*** Records ***
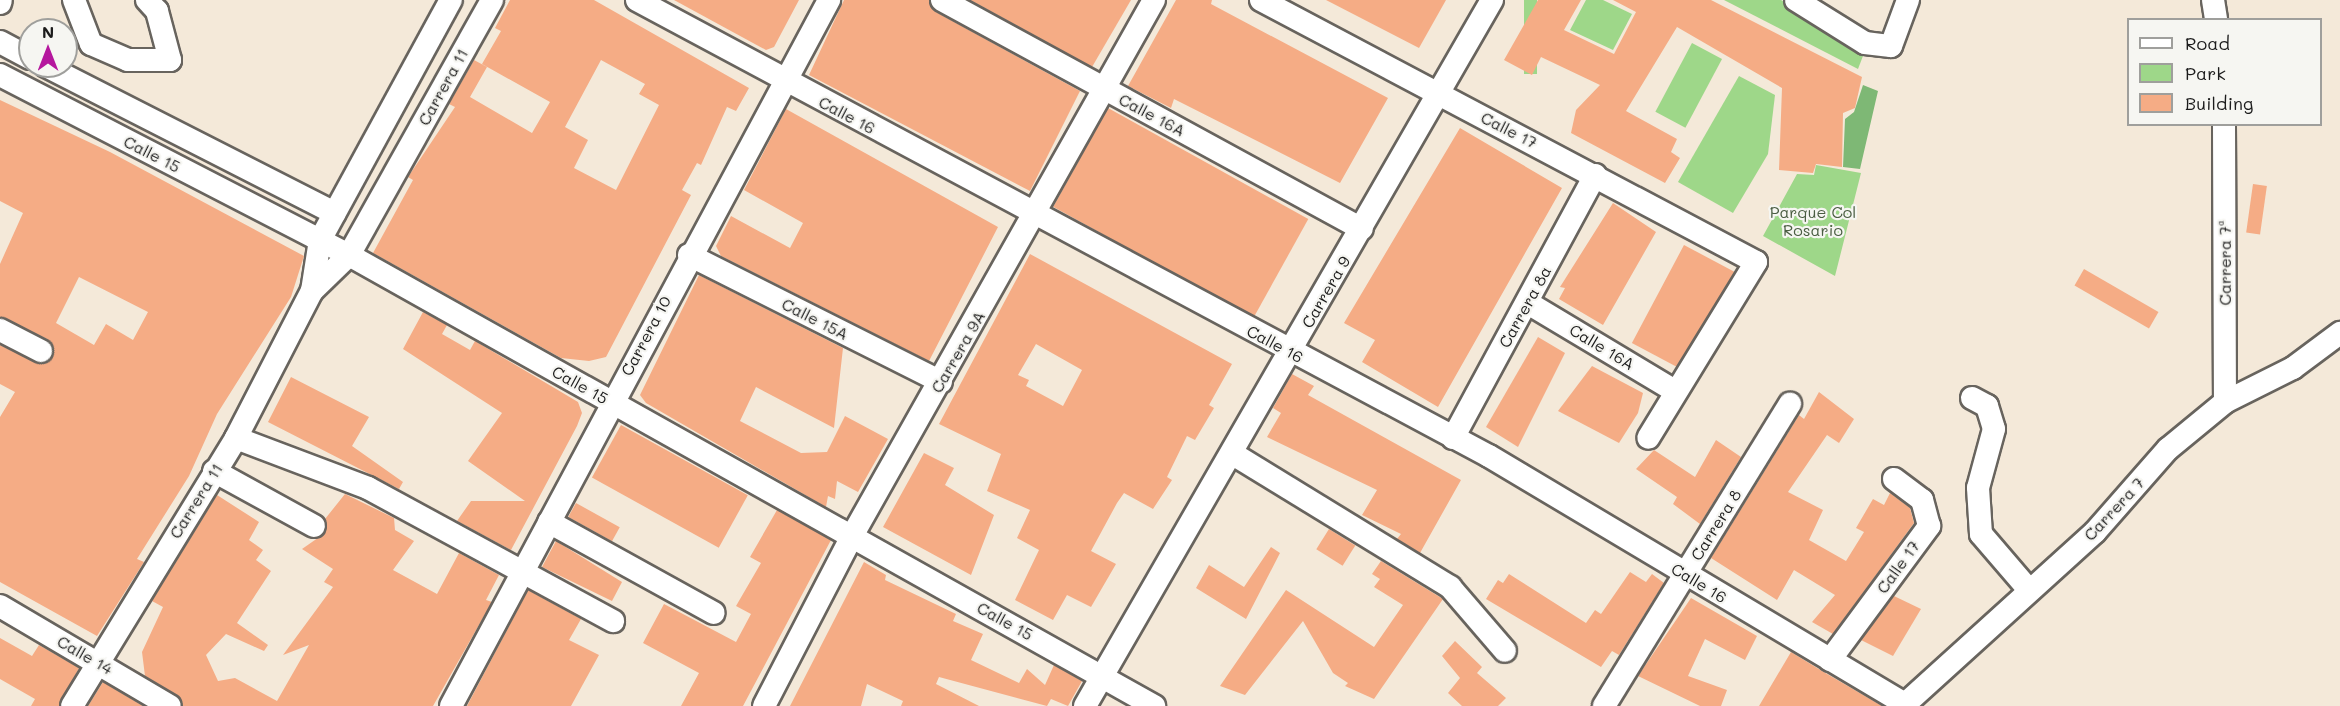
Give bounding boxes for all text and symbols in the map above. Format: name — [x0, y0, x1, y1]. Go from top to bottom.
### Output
north arrow — [18, 18, 78, 78]
legend — [2127, 18, 2322, 126]
text: N — [42, 21, 54, 42]
text: Road — [2185, 31, 2230, 55]
street label: Carrera 11 — [414, 45, 472, 129]
text: Park — [2185, 61, 2226, 85]
street label: Calle 16A — [1116, 90, 1188, 140]
text: Building — [2185, 91, 2253, 115]
street label: Calle 16 — [815, 92, 879, 138]
street label: Calle 17 — [1478, 108, 1540, 152]
street label: Calle 15 — [120, 132, 184, 176]
park label: Parque Col Rosario — [1770, 202, 1856, 240]
street label: Carrera 7ª — [2215, 220, 2235, 306]
street label: Carrera 9 — [1298, 253, 1354, 331]
street label: Carrera 8a — [1495, 263, 1555, 351]
street label: Carrera 10 — [617, 293, 675, 379]
street label: Calle 15A — [779, 294, 851, 344]
street label: Carrera 9A — [927, 308, 989, 396]
street label: Calle 16A — [1566, 320, 1638, 374]
street label: Calle 16 — [1243, 321, 1307, 367]
street label: Calle 15 — [549, 362, 611, 408]
street label: Carrera 11 — [165, 460, 227, 542]
street label: Carrera 7 — [2080, 473, 2148, 545]
street label: Carrera 8 — [1687, 486, 1745, 564]
street label: Calle 17 — [1872, 537, 1924, 597]
street label: Calle 16 — [1668, 559, 1730, 607]
street label: Calle 15 — [974, 598, 1036, 644]
street label: Calle 14 — [54, 631, 116, 679]

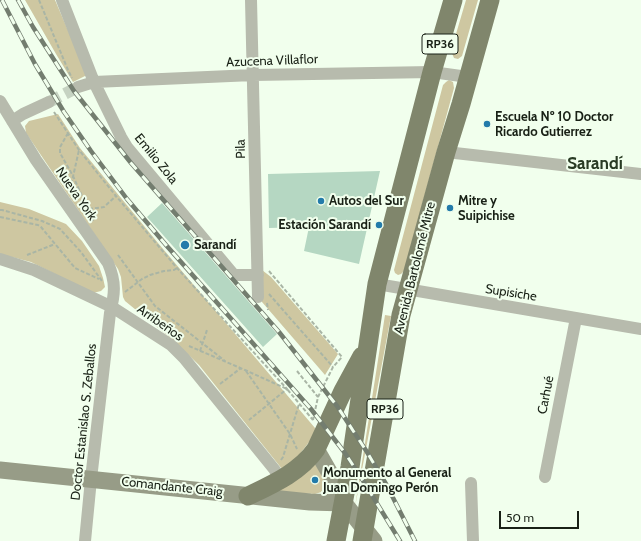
*** End of Records ***
Would you write each entry out again exactly, omitting the images?

Give bounding boxes for all text and symbols in the map above. Format: name — [x0, y0, x1, y1]. Go from top to bottom.
### Output
north arrow — [18, 18, 78, 78]
legend — [2127, 18, 2322, 126]
text: N — [42, 21, 54, 42]
text: Road — [2185, 31, 2230, 55]
street label: Carrera 11 — [414, 45, 472, 129]
text: Park — [2185, 61, 2226, 85]
street label: Calle 16A — [1116, 90, 1188, 140]
text: Building — [2185, 91, 2253, 115]
street label: Calle 16 — [815, 92, 879, 138]
street label: Calle 17 — [1478, 108, 1540, 152]
street label: Calle 15 — [120, 132, 184, 176]
park label: Parque Col Rosario — [1770, 202, 1856, 240]
street label: Carrera 7ª — [2215, 220, 2235, 306]
street label: Carrera 9 — [1298, 253, 1354, 331]
street label: Carrera 8a — [1495, 263, 1555, 351]
street label: Carrera 10 — [617, 293, 675, 379]
street label: Calle 15A — [779, 294, 851, 344]
street label: Carrera 9A — [927, 308, 989, 396]
street label: Calle 16A — [1566, 320, 1638, 374]
street label: Calle 16 — [1243, 321, 1307, 367]
street label: Calle 15 — [549, 362, 611, 408]
street label: Carrera 11 — [165, 460, 227, 542]
street label: Carrera 7 — [2080, 473, 2148, 545]
street label: Carrera 8 — [1687, 486, 1745, 564]
street label: Calle 17 — [1872, 537, 1924, 597]
street label: Calle 16 — [1668, 559, 1730, 607]
street label: Calle 15 — [974, 598, 1036, 644]
street label: Calle 14 — [54, 631, 116, 679]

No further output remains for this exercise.